Activity: Would you please retype, exactly, the lines of the listing below between the line with "for (const r" and the line with "c.fillText(text, 0, 0);", inclusive?

--------------------

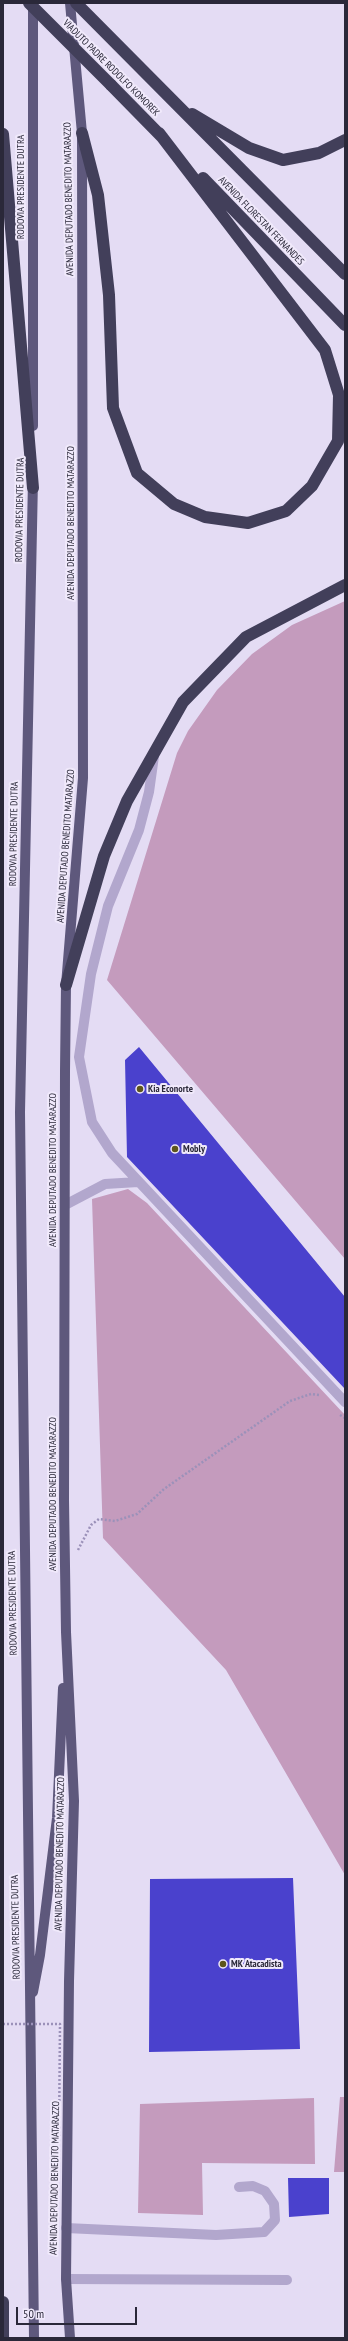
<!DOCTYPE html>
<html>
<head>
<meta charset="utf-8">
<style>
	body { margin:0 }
	#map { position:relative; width:348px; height:2341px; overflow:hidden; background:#e4dcf4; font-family:"PT Sans Narrow",sans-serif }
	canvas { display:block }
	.frame { position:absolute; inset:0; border:4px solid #2a2839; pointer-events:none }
	.scale { position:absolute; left:16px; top:2307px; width:121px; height:18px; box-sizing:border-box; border:2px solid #2a2839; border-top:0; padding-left:5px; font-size:12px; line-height:14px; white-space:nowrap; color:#2a2839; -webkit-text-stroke:3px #f0e9fb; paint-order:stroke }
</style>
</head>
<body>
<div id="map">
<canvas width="348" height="2341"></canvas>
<div class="frame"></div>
<div class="scale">50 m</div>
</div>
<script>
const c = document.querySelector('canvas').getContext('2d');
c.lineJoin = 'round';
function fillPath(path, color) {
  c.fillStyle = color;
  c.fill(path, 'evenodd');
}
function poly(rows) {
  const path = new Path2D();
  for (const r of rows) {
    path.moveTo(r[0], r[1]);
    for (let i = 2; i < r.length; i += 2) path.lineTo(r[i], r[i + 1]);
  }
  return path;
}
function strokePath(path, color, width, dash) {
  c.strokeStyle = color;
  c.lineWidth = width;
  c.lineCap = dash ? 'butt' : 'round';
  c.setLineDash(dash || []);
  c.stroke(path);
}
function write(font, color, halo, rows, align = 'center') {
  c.font = font + ' "PT Sans Narrow",sans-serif';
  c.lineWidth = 4;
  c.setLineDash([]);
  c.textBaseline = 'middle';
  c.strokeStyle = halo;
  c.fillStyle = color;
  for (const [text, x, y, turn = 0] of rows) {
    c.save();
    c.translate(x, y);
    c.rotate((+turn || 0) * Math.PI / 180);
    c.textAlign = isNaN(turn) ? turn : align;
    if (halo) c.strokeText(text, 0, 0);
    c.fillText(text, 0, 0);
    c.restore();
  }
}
fillPath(poly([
	[345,601,345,1259,107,980,177,753,188,731,217,690,252,654,292,625],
	[128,1189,147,1203,345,1415,345,1875,226,1670,103,1538,92,1199],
	[340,2097,345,2097,345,2172,334,2172],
	[314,2098,315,2164,202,2163,203,2215,138,2213,140,2104]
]), '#c49bbd');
fillPath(poly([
	[139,1047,345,1297,345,1389,127,1157,125,1060],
	[293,1878,300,2049,149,2052,150,1879],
	[288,2178,329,2178,329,2214,289,2217]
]), '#4a41cd');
strokePath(poly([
	[340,1415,345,1418],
	[78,1550,91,1525,99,1519,115,1521,137,1514,164,1489,290,1401,311,1394,319,1395]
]), '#9b91b9', 2.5, [2, 2]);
strokePath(poly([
	[154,756,149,792,139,830,108,906,91,974,79,1057,92,1122,112,1153,345,1402],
	[65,1205,105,1184,138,1182],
	[66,2228,216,2235,264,2232,275,2220,274,2204,265,2191,253,2186,239,2187],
	[66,2279,287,2280]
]), '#b2a7cd', 10);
strokePath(poly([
	[33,426,33,3],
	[33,480,20,1112,34,2338],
	[33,1992,40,1955,57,1818,63,1688],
	[70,2338,66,2279,69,1981,74,1801,66,1632,64,1500,65,1071,66,985,83,778,82,133,70,3]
]), '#5e587c', 10);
strokePath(poly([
	[76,3,345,274],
	[111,85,163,138],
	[192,114,249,148,283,160,319,153,345,140],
	[82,133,98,195,109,295,113,408,137,473,174,504,205,517,248,523,286,511,312,486,338,441,339,395,325,350,159,133],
	[3,134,33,488],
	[203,178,345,325],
	[66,985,104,856,127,801,183,702,246,637,345,585],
	[3,2302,3,2338]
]), '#423f5a', 12);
strokePath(poly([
	[3,2024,60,2024,59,2136]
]), '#9b91b9', 2.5, [2, 2]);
strokePath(poly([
	[29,3,111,85]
]), '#423f5a', 12);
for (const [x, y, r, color] of [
	[140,1089,4,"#5d551b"],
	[175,1149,4,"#5d551b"],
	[223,1964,4,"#5d551b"]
]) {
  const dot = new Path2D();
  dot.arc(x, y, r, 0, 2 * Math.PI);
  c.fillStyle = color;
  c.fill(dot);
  strokePath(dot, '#f0e9fb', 1.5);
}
write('10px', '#2a2839', '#f0e9fb', [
	["VIADUTO PADRE RODOLFO KOMOREK",111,68,45],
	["RODOVIA PRESIDENTE DUTRA",21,187,-90],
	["AVENIDA DEPUTADO BENEDITO MATARAZZO",69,199,-91],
	["AVENIDA FLORESTAN FERNANDES",261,221,46],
	["RODOVIA PRESIDENTE DUTRA",20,510,-89],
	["AVENIDA DEPUTADO BENEDITO MATARAZZO",71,523,-90],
	["RODOVIA PRESIDENTE DUTRA",14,834,-89],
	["AVENIDA DEPUTADO BENEDITO MATARAZZO",66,846,-86],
	["AVENIDA DEPUTADO BENEDITO MATARAZZO",53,1170,-90],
	["AVENIDA DEPUTADO BENEDITO MATARAZZO",53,1494,-90],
	["RODOVIA PRESIDENTE DUTRA",13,1603,-91],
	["AVENIDA DEPUTADO BENEDITO MATARAZZO",60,1854,-89],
	["RODOVIA PRESIDENTE DUTRA",16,1927,-91],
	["AVENIDA DEPUTADO BENEDITO MATARAZZO",55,2178,-89]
]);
write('bold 10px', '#2a2839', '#f0e9fb', [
	["Kia Econorte",148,1089],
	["Mobly",183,1149],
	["MK Atacadista",231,1964]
], 'left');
</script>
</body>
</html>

--------------------

Task answer:
  for (const r of rows) {
    path.moveTo(r[0], r[1]);
    for (let i = 2; i < r.length; i += 2) path.lineTo(r[i], r[i + 1]);
  }
  return path;
}
function strokePath(path, color, width, dash) {
  c.strokeStyle = color;
  c.lineWidth = width;
  c.lineCap = dash ? 'butt' : 'round';
  c.setLineDash(dash || []);
  c.stroke(path);
}
function write(font, color, halo, rows, align = 'center') {
  c.font = font + ' "PT Sans Narrow",sans-serif';
  c.lineWidth = 4;
  c.setLineDash([]);
  c.textBaseline = 'middle';
  c.strokeStyle = halo;
  c.fillStyle = color;
  for (const [text, x, y, turn = 0] of rows) {
    c.save();
    c.translate(x, y);
    c.rotate((+turn || 0) * Math.PI / 180);
    c.textAlign = isNaN(turn) ? turn : align;
    if (halo) c.strokeText(text, 0, 0);
    c.fillText(text, 0, 0);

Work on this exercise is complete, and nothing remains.